OMG if bluray level storage was around in the early 90s imagine what today would be like.
If you think Blu-Ray is good, look at what Sony has in "Archival Disc" and is LITERALLY holding back from the consumers right now.
ODA (Optical Disc Archive) Gen 3, using Archival Disc branded Optical Discs, provide 5.5 TB of storage per cartridge with 500 GB per Optical Disc.
Each Archival Disc is Double Sided & Triple Layered.
At 500 GB, that's 83.3… GB per Layer.
Remember, Blu-Ray was Quad Layered, and Sony/Panasonic is literally holding back on what can be designed into a MiniDisc like Cartridge for home Archiving purposes.
Imagine what a large MiniDisc like shell over a standard 120mm Archival Disc used for Double Sided storage / Reading / Writing with Quad Layers could do.
That would be 666.6… GB per Disc using Double-Sided Quad Layered disc using Archival Disc Gen 3.
Once Sony/Panasonic hit Gen 4, that could double to 1333.3… GB per Disc.

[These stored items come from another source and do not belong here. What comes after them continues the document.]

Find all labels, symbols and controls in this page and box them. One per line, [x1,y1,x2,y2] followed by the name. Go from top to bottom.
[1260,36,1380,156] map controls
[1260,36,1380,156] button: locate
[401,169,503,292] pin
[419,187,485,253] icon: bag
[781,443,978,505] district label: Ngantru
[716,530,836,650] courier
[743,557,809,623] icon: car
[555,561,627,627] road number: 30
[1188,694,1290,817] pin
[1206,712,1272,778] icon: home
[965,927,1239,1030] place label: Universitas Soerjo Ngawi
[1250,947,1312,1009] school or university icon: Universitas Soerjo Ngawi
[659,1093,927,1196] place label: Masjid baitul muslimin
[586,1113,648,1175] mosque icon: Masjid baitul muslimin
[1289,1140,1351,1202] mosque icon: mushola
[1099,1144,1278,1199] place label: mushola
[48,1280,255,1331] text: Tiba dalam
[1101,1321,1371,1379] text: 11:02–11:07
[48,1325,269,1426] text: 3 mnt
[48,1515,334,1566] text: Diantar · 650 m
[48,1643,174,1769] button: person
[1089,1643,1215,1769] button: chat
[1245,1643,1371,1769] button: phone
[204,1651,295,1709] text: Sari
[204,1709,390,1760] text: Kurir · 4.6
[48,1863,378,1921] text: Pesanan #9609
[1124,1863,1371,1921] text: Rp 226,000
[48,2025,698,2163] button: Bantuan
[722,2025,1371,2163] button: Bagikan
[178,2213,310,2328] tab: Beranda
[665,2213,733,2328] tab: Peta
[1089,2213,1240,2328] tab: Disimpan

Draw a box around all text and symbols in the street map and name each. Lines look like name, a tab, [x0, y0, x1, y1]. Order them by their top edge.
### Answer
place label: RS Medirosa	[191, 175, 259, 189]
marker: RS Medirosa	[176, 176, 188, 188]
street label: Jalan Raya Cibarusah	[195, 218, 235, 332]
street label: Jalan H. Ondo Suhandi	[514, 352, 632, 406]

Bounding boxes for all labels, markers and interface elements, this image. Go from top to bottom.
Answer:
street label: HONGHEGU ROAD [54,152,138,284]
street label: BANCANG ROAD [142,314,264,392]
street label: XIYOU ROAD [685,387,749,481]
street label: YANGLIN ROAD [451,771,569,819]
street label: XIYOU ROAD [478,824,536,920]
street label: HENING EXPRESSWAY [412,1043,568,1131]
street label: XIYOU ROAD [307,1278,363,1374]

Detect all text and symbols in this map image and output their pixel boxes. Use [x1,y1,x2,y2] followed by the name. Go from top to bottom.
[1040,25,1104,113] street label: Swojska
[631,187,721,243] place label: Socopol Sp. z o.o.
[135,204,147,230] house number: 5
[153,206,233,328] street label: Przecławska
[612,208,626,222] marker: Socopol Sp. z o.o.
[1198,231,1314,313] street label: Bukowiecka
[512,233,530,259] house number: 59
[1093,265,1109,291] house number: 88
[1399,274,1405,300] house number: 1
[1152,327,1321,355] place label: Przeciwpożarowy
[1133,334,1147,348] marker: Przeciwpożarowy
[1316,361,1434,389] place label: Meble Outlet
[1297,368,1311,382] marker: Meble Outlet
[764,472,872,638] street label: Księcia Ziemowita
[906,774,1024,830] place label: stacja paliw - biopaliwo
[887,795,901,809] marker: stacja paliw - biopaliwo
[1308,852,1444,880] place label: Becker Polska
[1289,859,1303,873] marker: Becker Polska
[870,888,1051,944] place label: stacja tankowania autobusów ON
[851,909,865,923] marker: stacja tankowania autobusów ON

Finally, slightly past the 1 TiB per Disc mark at 1.302 TiB per Disc using Double-Sided Quad Layered.
If Sony/Panasonic wanted to increase the density by adding layers to the middle of the Optical Disc, similar to HD-DVD instead of mounting them to the outside, you could see another doubling of density with minimal impact on manufacturing costs.
By making Double-Sided Optical Discs, Archival Discs have to be sandwiched from two pieces with a reflective core anyways, adding in a data layer at the center would be relatively trivial for mass production, with minimal complications since you have to do that with the making of DVD's and Double Sided discs. Combining the two techniques could create Double-Sided 8x layer per side discs in practical theory with 16x layers in total.
It wouldn't be the first time in history that there have been multiple data layers spread that far apart.
SACD did that with a CD & DVD layer in one disc.